Decentralized search engine & automatized press reviews

Version 1.7.8 : ergonomic enhancements

A month and a half after the last release, the version 1.7.8 of is now online. This new version is bringing ergonomic enhancements and a major round of fix for the known sources.

The enhancements are including some long awaited requests :

  • a slice date filter, with two inputs, to work on local results

  • a search input to easily find a particular source in the source box of a finished search, when there are more than 30 sources listed here

  • some "select all" / "select none" and "toggle selection" buttons when selecting results to export. Those buttons only affect the results visible in the current page (and it’s still possible to choose how many elements are listed on a page)

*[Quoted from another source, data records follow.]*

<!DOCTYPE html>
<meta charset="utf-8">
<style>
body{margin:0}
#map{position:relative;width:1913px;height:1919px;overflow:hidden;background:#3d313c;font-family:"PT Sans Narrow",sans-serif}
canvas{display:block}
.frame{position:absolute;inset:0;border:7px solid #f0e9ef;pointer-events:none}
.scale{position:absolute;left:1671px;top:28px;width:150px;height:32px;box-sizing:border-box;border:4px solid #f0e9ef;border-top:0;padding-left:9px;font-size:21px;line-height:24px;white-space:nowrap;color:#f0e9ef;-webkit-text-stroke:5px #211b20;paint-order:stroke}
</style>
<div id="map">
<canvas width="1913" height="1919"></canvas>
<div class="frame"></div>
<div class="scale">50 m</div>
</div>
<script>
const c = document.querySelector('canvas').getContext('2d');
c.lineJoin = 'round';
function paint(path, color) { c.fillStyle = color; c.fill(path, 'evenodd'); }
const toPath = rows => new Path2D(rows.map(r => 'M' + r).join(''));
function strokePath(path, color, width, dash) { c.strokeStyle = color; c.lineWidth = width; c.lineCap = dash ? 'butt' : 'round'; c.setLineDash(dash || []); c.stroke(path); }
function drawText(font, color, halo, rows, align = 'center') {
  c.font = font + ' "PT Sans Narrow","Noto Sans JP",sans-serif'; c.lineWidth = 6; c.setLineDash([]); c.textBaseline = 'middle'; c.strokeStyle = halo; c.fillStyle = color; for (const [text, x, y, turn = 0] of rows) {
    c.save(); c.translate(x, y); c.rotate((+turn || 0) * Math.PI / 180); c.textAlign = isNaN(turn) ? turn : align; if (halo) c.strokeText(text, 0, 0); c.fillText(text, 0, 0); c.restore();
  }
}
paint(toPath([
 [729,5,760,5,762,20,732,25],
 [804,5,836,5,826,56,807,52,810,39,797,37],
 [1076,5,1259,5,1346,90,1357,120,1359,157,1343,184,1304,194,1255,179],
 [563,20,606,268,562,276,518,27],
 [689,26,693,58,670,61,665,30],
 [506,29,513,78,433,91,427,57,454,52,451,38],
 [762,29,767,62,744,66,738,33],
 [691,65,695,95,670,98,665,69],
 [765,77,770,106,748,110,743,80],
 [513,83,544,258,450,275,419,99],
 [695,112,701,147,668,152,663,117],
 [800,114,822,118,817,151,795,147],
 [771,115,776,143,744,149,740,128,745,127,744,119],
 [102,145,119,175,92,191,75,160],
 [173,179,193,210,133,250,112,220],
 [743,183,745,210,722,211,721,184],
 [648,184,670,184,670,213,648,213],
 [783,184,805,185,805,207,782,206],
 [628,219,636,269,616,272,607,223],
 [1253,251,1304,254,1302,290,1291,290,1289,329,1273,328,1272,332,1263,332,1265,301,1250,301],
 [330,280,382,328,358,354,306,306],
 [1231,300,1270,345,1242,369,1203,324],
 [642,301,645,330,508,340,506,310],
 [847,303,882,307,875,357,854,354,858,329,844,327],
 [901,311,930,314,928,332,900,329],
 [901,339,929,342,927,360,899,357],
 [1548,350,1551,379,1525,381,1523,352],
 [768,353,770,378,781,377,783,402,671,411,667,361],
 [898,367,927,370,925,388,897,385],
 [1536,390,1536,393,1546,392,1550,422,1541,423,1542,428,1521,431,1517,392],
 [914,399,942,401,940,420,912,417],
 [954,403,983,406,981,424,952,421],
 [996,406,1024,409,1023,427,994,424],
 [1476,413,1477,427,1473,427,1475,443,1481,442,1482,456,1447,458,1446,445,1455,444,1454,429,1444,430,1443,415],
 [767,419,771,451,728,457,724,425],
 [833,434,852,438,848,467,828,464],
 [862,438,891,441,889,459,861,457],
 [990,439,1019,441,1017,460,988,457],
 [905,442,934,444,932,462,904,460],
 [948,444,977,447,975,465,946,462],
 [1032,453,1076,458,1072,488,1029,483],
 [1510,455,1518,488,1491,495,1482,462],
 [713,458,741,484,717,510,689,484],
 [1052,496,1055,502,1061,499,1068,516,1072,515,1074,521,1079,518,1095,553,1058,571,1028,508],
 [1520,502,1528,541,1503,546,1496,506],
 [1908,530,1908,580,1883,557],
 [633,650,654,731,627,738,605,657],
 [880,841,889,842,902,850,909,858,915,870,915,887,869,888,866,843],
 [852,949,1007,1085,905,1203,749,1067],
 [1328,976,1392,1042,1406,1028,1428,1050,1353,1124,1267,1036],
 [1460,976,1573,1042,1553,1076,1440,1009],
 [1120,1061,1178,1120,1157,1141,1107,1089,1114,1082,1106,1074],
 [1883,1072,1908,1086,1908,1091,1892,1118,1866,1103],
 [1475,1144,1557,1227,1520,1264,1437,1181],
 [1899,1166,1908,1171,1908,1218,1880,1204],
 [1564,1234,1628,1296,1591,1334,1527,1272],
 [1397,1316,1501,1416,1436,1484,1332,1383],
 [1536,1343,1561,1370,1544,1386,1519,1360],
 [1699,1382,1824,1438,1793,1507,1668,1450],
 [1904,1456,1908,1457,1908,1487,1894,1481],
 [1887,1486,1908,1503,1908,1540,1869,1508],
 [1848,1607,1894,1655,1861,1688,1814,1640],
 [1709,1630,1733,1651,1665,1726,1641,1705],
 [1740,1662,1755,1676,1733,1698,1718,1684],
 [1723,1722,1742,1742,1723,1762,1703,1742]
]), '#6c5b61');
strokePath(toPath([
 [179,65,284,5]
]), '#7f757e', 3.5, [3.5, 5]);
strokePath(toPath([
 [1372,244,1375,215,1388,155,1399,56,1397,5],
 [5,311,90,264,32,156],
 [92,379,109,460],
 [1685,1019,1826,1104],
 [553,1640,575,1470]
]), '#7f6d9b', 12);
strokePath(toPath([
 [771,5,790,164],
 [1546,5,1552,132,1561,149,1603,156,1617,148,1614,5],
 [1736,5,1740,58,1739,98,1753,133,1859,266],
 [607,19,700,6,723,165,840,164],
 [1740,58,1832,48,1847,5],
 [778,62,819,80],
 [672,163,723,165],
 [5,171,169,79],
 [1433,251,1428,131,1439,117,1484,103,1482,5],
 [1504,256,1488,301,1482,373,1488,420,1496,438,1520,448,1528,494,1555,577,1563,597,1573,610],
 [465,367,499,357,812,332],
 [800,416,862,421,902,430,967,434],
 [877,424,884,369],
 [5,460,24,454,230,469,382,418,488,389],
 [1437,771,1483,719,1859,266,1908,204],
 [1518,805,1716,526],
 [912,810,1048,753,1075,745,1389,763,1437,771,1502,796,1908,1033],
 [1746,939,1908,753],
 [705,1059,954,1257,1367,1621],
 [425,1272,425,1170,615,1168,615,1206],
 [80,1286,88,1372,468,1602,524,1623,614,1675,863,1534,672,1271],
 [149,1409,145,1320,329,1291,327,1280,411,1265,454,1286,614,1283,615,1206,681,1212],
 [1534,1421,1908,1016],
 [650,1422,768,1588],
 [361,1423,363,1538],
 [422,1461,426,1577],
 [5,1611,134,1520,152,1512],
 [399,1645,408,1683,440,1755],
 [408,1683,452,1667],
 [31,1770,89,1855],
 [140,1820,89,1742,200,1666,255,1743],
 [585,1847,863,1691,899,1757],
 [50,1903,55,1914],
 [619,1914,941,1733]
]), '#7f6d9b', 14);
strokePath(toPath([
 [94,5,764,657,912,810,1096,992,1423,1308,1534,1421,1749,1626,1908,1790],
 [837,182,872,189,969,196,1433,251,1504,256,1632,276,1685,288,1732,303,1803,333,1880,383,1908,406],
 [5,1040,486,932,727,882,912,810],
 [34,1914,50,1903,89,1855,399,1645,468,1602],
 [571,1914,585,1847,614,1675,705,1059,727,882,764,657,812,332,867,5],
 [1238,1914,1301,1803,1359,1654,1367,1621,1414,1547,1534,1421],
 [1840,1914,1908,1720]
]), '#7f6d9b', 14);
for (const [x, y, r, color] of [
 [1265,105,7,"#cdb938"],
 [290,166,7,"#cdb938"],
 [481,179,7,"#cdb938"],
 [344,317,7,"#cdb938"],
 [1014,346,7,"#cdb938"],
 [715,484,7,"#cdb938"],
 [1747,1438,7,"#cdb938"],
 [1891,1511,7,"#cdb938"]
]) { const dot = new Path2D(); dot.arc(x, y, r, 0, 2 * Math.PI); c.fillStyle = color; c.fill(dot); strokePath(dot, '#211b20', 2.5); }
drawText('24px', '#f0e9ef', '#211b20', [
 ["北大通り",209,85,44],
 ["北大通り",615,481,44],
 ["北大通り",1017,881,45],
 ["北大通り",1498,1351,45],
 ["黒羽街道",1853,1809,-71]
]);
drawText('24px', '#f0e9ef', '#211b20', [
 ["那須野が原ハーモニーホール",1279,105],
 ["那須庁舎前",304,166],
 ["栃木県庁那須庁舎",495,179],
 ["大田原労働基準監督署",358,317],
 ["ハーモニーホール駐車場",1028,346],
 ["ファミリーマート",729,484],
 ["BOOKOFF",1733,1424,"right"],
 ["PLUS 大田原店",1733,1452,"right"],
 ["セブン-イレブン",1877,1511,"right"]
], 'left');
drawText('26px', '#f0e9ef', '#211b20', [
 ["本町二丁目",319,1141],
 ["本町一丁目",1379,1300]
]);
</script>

  • the list of the sources we’re waiting for, when a search is taking a noticeable time (which can be expanded from the search status line when there are less than 30 awaited sources)

  • a Cancel button that actually stops the running search where it is and let you work on the results (the previous solution was just refreshing the page, loosing the results, this is done via the recent JavaScript promise aborting API, thanks to a mention from @lutindiscret)

    • subsequently, a new setting appeared : a request timeout ; which automatically finish a search after 90s (but can be set to 0 to wait "forever")

  • a new source statistic line which displays the number of selected sources and the number of needed permissions to perform the next search, along with a button to give those permissions

In addition, every regular expressions of the 314 sources (which represent already 10k lines of formated JSON) have been screen for ReDOS vulnerabilities using RegexStaticAnalysis.

25 regex were flagged with exponential degree of ambiguity (EDA) or infinite degree of ambiguity (IDA) over 180 regex analysed. Each time it was related to unclear boundaries, multiple infinite quantifiers * or +, or an OR construct (a|a)* with an infinite quantifier.

Surprisingly it have been possible for each case to improve the RegExp and have it passing the test and running faster (being more tightly bound to the subject to capture). For example, this simple and easy to read regular expression :

  • (\d+) (.) (\d) [1] ;

Captures a date (for instance : '23 july 2021') and was replaced by :

  • ^(\d{1,2}) ([^ ]{3,9}) (\d{4})$ [2] ;

Which captures the same date but with boundaries around the portion of string (^ at the beginning and $ at the end) and sharper descriptions of each field to capture (sharp number of digits), month name that can contain french accented letters (like décembre) but no spaces… Real life examples are usually a bit more complex but the main idea is here.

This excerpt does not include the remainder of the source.